CQ=t

AP=4t

(1) solution: Because the side length of the square ABCD is 12.

So AB=BC=CD=AD= 12.

Angle ABC= Angle ADC= Angle DCB=90 degrees.

Angle ABD= Angle CBD= Angle BDC=45 degrees.

Because PQ is parallel to BD

So CQP angle BDC angle =45 degrees.

QPC angle CBD angle =45 degrees.

So CQP angle = QPC angle =45 degrees.

So CQ=CP

Because CQ = AB+BC-AP =12+12-4t = 24-4t.

So 24-4t=t

So t=4.8

So when t=4.8, PQ is parallel to BD.

(2) Solution: Since DP is perpendicular to CE, let the vertical foot be O.

So the angle POD=90 degrees

Because pod+angle ODC+ angle DCO= 180 degrees.

So ODC angle +DCO angle =90 degrees.

Because angle DCO+ angle BCO= angle DCB=90 degrees

So Angel ·ODC = Angel ·BCO

Because AB=BC (authentication)

Angle ABD= Angle CBD=45 degrees (confirmed)

Yes = yes

So triangle ABE and triangle CBE are congruent (SAS)

So BCO angle BAP angle

So angle BAP= angle ODC

Because AB=DC (authentication)

Angle DCB= angle ABC=90 degrees

So triangle ABP and triangle DCP are congruent (ASA)

So BP=CP= 1/2BC=6.

Because CP=AB+BC-AP=24-4t.

So 24-4t=6.

So t=4.5

So when t=4.5, DP is perpendicular to CE.

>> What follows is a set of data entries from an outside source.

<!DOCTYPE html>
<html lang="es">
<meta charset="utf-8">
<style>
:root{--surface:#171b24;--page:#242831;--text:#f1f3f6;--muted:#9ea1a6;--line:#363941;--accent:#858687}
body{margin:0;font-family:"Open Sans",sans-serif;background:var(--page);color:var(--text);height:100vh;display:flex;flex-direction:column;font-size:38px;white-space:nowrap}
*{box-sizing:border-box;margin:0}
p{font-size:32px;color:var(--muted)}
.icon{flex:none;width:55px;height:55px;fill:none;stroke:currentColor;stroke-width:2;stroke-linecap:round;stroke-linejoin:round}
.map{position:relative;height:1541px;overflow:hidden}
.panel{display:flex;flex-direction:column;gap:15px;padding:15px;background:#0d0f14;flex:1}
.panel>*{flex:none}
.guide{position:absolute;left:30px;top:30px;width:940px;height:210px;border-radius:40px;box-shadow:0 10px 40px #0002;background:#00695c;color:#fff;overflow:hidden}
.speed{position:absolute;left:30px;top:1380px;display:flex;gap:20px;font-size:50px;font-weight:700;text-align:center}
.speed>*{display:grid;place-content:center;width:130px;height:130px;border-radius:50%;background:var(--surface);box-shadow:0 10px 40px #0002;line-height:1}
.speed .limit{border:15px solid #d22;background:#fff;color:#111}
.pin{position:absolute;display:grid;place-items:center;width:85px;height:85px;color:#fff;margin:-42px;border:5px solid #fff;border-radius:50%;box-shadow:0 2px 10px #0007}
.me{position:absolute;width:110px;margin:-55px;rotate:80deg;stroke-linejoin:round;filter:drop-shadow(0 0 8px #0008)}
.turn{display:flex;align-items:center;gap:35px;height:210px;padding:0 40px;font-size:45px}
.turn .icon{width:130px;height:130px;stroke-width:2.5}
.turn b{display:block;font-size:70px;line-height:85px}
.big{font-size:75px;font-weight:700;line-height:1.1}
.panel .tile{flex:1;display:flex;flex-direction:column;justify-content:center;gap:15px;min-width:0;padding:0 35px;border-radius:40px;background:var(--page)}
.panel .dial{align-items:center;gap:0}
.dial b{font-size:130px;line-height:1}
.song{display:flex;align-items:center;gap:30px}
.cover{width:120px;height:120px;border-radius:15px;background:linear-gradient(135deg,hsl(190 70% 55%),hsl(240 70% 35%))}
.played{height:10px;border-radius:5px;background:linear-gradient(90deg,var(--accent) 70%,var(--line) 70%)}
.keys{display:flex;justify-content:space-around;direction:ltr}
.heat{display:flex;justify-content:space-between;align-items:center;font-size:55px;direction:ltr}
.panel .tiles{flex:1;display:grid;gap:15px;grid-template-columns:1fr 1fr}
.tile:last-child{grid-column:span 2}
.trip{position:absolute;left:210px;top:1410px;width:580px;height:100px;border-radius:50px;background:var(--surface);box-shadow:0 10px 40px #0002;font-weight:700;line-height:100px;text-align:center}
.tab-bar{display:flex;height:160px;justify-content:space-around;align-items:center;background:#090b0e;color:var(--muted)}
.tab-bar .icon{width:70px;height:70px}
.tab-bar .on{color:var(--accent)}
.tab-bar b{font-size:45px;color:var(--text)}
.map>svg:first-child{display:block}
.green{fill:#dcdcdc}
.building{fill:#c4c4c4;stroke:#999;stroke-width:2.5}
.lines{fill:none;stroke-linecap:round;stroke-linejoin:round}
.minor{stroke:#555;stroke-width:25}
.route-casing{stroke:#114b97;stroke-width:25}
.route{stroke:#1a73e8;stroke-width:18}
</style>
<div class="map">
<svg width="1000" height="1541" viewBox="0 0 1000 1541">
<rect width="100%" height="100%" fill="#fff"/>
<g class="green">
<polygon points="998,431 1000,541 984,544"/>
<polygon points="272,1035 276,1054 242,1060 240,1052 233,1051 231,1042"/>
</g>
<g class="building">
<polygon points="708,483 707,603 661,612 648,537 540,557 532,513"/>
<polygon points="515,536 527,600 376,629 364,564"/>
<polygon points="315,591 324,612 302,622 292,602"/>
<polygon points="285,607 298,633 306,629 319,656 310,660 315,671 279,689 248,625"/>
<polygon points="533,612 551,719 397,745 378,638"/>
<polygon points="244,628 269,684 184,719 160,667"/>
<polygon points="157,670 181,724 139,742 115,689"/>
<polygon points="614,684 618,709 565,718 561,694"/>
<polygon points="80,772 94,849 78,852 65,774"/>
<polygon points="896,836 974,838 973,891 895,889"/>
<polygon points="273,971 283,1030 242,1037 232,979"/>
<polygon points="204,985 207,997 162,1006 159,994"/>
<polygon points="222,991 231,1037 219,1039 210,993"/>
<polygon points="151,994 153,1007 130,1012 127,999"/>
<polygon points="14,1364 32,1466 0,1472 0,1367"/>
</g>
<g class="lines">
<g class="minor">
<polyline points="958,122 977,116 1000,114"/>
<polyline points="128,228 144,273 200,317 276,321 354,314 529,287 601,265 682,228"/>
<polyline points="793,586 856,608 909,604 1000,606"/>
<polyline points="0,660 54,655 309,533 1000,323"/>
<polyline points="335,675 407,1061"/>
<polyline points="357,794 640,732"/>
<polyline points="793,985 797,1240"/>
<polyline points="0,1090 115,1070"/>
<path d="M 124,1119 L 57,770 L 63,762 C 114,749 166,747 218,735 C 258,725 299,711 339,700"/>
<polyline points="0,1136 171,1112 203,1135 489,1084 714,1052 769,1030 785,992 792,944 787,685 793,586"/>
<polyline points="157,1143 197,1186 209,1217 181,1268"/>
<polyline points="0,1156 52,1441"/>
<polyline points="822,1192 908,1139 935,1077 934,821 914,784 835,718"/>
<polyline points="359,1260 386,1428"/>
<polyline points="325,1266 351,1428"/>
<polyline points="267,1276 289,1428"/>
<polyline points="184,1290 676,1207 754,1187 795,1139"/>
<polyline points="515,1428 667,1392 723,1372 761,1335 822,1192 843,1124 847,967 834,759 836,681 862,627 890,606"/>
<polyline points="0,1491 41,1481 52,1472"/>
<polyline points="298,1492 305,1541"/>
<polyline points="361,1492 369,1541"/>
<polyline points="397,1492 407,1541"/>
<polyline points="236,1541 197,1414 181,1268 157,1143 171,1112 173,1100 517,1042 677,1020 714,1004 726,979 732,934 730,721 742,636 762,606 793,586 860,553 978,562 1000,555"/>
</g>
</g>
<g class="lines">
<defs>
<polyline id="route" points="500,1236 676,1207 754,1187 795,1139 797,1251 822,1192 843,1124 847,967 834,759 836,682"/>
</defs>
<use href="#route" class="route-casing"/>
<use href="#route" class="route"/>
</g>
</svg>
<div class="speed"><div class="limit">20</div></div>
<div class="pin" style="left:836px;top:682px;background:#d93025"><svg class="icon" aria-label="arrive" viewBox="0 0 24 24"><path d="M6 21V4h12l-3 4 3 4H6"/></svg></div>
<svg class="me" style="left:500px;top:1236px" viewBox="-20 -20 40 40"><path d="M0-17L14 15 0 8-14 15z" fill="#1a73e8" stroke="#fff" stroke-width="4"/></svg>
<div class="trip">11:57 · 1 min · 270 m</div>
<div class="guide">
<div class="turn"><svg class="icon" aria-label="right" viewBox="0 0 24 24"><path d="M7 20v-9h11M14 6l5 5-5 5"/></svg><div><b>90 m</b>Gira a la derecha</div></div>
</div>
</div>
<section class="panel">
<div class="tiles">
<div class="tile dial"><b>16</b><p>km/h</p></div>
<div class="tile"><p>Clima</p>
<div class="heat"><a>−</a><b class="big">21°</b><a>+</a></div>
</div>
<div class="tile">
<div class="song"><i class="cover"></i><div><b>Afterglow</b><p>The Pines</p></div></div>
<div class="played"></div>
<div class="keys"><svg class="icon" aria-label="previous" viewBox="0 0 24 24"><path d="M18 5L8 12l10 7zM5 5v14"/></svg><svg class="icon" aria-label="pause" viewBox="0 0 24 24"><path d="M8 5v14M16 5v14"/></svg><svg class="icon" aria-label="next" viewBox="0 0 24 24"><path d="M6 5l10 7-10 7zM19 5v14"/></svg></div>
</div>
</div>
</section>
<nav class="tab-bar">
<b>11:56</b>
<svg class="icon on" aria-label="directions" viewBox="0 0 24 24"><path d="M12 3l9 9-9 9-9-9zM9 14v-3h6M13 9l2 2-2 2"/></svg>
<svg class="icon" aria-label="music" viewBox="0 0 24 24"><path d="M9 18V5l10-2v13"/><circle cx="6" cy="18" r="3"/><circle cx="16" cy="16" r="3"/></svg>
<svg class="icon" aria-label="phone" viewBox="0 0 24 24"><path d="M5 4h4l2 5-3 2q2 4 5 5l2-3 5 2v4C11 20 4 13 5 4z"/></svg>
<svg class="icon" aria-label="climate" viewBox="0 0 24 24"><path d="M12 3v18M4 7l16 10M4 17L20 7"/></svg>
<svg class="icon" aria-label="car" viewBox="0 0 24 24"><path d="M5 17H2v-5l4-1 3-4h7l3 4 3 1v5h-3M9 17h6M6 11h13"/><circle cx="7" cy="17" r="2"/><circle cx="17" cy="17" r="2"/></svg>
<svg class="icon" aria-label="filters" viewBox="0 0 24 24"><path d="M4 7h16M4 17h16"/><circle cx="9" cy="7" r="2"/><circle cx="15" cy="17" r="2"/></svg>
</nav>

(3) Because the distance AF from point A to PQ is 12, the vertical foot F is set.

So AFQ angle AFP angle =90 degrees.

Because AB=AD= 12 (authentication)

So AD=AF=AB

Because the angle ABC=90 degrees

So triangle AFP and triangle ABP are right triangles.

Because AP=AP

So right triangle ABP and right triangle AFP are congruent (HL)

So BP=PF

The same can be proved.

DQ=FQ

Because PQ=PF+FQ

BQ=AP-AB=4t- 12

DQ=DC-CQ= 12-t

CP=AB+BC-AP=24-4t

Because the angle DCB=90 degrees

So the triangle CPQ is a right triangle.

So pq 2 = CQ 2+CP 2.

So (24-4t) 2+t2 = (12-t+4t-12) 2.

So t= 12+6 times the root number 2 (0

T= 12-6 times the root number 2.

So when t= 12-6 is multiplied by the root number 2, the distance from point A to PQ is 12.